Community based project, Uru, Tanzania (2009)

In 2009 I spent three months working closely with the community in a rural village in Kilimanjaro, Tanzania. Working with only locally available materials and equipment (an electric single-phase welder), the project culminated in the creation of a sculpture in the shape of a life size banana tree constructed from local coins. The project was the result of a continued dialogue with the villagers on the subject of sustainable growing of bananas and coffee, the local produce.

Approaching the project as a complete outsider, working with a community in which the very concept of community based art was completely alien, animating and involving the local community was a key element. Through research and discussions I sought to gain a clearer understanding of how globalisation affects local agriculture in developing countries and the impact this has on the community and sustainable growing.

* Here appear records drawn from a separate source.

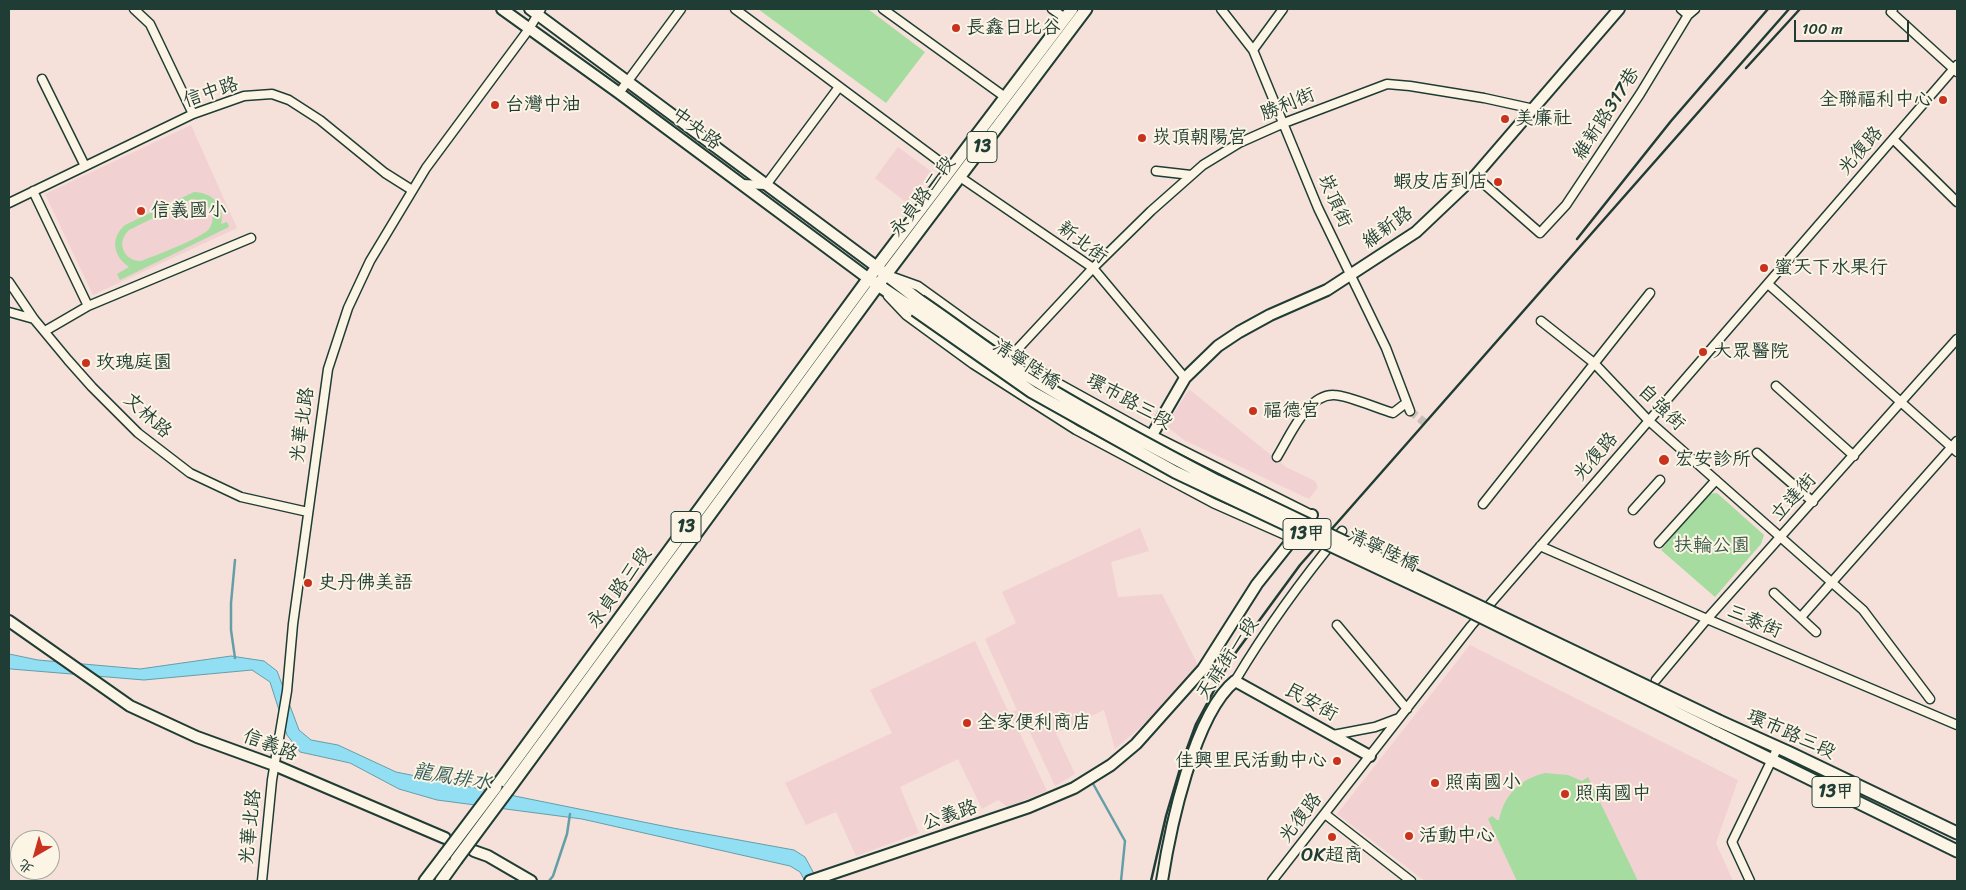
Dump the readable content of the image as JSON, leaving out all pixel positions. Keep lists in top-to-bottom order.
{
  "streets": {
    "main road": [
      "13",
      "永貞路二段",
      "清寧陸橋",
      "環市路三段",
      "13甲",
      "永貞路三段"
    ],
    "street": [
      "信中路",
      "勝利街",
      "維新路317巷",
      "中央路",
      "光復路",
      "崁頂街",
      "維新路",
      "新北街",
      "自強街",
      "文林路",
      "光華北路",
      "立達街",
      "三泰街",
      "天祥街一段",
      "民安街",
      "信義路",
      "公義路"
    ]
  },
  "crossings": [
    ["信中路", "光華北路"],
    ["勝利街", "崁頂街"],
    ["勝利街", "維新路"],
    ["勝利街", "新北街"],
    ["勝利街", "環市路三段"],
    ["維新路317巷", "維新路"],
    ["中央路", "永貞路二段"],
    ["中央路", "環市路三段"],
    ["中央路", "光華北路"],
    ["中央路", "13甲"],
    ["中央路", "永貞路三段"],
    ["光復路", "自強街"],
    ["光復路", "三泰街"],
    ["光復路", "民安街"],
    ["永貞路二段", "新北街"],
    ["永貞路二段", "環市路三段"],
    ["永貞路二段", "13甲"],
    ["永貞路二段", "永貞路三段"],
    ["崁頂街", "維新路"],
    ["維新路", "新北街"],
    ["維新路", "環市路三段"],
    ["清寧陸橋", "環市路三段"],
    ["清寧陸橋", "13甲"],
    ["環市路三段", "13甲"],
    ["環市路三段", "永貞路三段"],
    ["自強街", "立達街"],
    ["文林路", "光華北路"],
    ["光華北路", "信義路"],
    ["立達街", "三泰街"],
    ["13甲", "永貞路三段"],
    ["天祥街一段", "民安街"]
  ],
  "water": ["龍鳳排水"],
  "parks": ["扶輪公園"],
  "places": [
    "長鑫日比谷",
    "全聯福利中心",
    "台灣中油",
    "美廉社",
    "崁頂朝陽宮",
    "蝦皮店到店",
    "信義國小",
    "蜜天下水果行",
    "大眾醫院",
    "玫瑰庭園",
    "福德宮",
    "宏安診所",
    "史丹佛美語",
    "全家便利商店",
    "佳興里民活動中心",
    "照南國小",
    "照南國中",
    "活動中心",
    "OK超商"
  ],
  "scale_bar": "100 m",
  "north": "bottom left"
}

The materials were gathered by the local community, who had to travel to nearby villages and towns, as the local settlements didn't have enough coins to support the project, thus animating and engaging the wider area. The project generated a huge amount of interest and created a rich and diverse dialogue across language and cultural barriers. One of the key objectives for the sculpture, was to create a piece of art representative of the area and community and the project was well received by the local population, who felt they could relate to the shape and subject of the sculpture, whilst at the same time having been closely involved in its construction.

What is notable about Tanzanian coins is that is the actual value of the coins has become so devalued that the face value of the coins is now worth less than their international scrap metal value.